## Your objective
From the top of the records below, return each line exactly, ending with the line that contains "display:flex; align-items:center; gap:12px;".

[Collected data]
/---
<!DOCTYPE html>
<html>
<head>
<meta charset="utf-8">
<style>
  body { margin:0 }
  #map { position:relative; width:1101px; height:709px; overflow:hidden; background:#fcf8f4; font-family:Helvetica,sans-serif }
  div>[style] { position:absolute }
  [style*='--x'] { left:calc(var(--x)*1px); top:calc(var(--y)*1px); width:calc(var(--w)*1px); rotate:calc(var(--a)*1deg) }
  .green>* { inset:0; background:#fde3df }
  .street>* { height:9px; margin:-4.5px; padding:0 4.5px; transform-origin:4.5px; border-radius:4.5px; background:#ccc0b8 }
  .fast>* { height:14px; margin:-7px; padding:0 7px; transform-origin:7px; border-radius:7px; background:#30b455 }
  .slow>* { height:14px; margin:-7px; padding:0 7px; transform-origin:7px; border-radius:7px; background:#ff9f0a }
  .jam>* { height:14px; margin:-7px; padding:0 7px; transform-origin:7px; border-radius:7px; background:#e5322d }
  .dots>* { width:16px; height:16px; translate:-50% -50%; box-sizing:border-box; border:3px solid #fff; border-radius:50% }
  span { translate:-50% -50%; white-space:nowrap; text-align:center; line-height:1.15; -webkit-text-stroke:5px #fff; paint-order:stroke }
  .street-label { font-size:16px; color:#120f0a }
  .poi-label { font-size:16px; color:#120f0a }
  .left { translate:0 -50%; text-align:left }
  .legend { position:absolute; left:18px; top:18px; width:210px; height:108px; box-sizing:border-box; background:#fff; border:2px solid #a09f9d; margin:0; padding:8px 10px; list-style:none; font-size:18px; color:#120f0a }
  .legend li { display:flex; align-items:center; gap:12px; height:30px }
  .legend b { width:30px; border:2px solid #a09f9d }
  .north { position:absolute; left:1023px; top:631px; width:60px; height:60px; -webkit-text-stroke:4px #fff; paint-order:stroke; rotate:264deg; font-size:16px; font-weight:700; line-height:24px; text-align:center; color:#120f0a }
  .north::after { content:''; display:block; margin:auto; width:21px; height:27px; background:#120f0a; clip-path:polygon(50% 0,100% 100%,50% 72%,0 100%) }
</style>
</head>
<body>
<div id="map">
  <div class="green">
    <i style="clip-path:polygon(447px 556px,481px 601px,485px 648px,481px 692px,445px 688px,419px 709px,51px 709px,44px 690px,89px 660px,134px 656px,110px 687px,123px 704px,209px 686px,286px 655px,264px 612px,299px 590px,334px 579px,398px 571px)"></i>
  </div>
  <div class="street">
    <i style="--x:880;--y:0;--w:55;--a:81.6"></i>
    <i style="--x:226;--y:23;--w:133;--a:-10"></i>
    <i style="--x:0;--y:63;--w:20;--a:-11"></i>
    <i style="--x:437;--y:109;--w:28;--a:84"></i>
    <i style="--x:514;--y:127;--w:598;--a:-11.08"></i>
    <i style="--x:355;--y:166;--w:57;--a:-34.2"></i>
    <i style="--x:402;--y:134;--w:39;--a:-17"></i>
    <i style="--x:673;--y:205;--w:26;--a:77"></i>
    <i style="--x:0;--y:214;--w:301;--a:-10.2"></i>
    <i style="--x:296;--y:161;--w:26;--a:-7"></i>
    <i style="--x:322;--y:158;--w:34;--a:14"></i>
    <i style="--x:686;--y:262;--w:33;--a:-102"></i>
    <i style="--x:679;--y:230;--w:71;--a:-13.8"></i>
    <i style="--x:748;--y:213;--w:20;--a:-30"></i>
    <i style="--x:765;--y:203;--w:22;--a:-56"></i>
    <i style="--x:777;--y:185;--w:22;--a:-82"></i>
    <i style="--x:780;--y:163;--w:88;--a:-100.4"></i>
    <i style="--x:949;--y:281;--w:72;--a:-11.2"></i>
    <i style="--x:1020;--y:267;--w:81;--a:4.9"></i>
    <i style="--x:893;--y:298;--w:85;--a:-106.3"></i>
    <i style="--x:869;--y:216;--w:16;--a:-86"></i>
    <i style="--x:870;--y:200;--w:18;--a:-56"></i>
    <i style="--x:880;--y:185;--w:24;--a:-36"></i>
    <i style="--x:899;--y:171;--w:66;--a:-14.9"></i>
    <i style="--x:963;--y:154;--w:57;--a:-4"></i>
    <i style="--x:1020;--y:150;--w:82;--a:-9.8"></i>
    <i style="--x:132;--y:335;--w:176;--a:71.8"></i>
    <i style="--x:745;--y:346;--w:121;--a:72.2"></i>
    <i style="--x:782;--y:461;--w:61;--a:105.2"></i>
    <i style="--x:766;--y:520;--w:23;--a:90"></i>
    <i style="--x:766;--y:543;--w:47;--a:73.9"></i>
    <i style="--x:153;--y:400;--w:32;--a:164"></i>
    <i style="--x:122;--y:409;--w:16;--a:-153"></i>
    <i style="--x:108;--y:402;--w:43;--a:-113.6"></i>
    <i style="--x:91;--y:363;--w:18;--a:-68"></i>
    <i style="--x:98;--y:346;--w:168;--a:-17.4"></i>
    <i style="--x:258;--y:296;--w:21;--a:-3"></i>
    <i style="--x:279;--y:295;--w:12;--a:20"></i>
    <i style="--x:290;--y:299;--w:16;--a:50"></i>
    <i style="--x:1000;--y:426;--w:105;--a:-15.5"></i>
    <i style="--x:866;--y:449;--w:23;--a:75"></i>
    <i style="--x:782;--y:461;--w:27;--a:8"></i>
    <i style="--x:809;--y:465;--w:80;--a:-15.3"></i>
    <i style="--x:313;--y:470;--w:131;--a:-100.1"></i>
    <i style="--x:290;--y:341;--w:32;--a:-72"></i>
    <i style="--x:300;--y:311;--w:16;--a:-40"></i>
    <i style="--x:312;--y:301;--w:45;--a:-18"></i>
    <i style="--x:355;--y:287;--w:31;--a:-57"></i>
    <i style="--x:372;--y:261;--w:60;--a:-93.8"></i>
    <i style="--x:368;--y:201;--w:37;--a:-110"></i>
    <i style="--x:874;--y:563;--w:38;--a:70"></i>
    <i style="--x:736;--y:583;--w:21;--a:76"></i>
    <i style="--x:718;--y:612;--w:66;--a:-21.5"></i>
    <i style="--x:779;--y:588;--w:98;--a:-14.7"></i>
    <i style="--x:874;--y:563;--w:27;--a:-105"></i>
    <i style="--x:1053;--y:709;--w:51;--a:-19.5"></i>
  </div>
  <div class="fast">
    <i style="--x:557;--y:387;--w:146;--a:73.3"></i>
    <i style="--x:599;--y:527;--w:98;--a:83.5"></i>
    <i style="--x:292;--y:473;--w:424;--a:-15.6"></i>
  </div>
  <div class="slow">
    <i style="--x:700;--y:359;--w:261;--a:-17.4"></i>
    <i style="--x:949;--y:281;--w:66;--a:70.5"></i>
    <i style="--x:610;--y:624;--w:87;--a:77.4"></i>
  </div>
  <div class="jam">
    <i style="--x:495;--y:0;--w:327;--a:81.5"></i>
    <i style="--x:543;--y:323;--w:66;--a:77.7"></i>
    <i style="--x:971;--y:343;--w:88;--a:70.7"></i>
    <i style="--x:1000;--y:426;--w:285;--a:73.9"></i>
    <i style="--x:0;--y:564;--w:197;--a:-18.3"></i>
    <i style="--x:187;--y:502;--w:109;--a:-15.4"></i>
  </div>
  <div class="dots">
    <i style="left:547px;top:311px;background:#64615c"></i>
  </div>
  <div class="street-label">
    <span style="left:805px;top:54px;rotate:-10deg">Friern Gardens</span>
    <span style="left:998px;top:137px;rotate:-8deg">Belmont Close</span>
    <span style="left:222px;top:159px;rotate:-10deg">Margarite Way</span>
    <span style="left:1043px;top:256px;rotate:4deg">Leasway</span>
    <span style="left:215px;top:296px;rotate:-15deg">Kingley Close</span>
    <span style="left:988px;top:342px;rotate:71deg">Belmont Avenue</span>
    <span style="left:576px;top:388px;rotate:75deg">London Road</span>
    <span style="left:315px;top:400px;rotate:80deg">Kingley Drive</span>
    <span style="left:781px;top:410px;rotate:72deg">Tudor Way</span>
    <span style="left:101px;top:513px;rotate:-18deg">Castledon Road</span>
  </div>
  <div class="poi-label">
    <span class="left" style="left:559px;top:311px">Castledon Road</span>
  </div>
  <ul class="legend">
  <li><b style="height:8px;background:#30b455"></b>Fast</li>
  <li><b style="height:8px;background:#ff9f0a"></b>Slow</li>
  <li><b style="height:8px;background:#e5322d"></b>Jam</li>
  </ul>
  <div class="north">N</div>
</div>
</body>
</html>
\---
## Expected output
<!DOCTYPE html>
<html>
<head>
<meta charset="utf-8">
<style>
  body { margin:0 }
  #map { position:relative; width:1101px; height:709px; overflow:hidden; background:#fcf8f4; font-family:Helvetica,sans-serif }
  div>[style] { position:absolute }
  [style*='--x'] { left:calc(var(--x)*1px); top:calc(var(--y)*1px); width:calc(var(--w)*1px); rotate:calc(var(--a)*1deg) }
  .green>* { inset:0; background:#fde3df }
  .street>* { height:9px; margin:-4.5px; padding:0 4.5px; transform-origin:4.5px; border-radius:4.5px; background:#ccc0b8 }
  .fast>* { height:14px; margin:-7px; padding:0 7px; transform-origin:7px; border-radius:7px; background:#30b455 }
  .slow>* { height:14px; margin:-7px; padding:0 7px; transform-origin:7px; border-radius:7px; background:#ff9f0a }
  .jam>* { height:14px; margin:-7px; padding:0 7px; transform-origin:7px; border-radius:7px; background:#e5322d }
  .dots>* { width:16px; height:16px; translate:-50% -50%; box-sizing:border-box; border:3px solid #fff; border-radius:50% }
  span { translate:-50% -50%; white-space:nowrap; text-align:center; line-height:1.15; -webkit-text-stroke:5px #fff; paint-order:stroke }
  .street-label { font-size:16px; color:#120f0a }
  .poi-label { font-size:16px; color:#120f0a }
  .left { translate:0 -50%; text-align:left }
  .legend { position:absolute; left:18px; top:18px; width:210px; height:108px; box-sizing:border-box; background:#fff; border:2px solid #a09f9d; margin:0; padding:8px 10px; list-style:none; font-size:18px; color:#120f0a }
  .legend li { display:flex; align-items:center; gap:12px; height:30px }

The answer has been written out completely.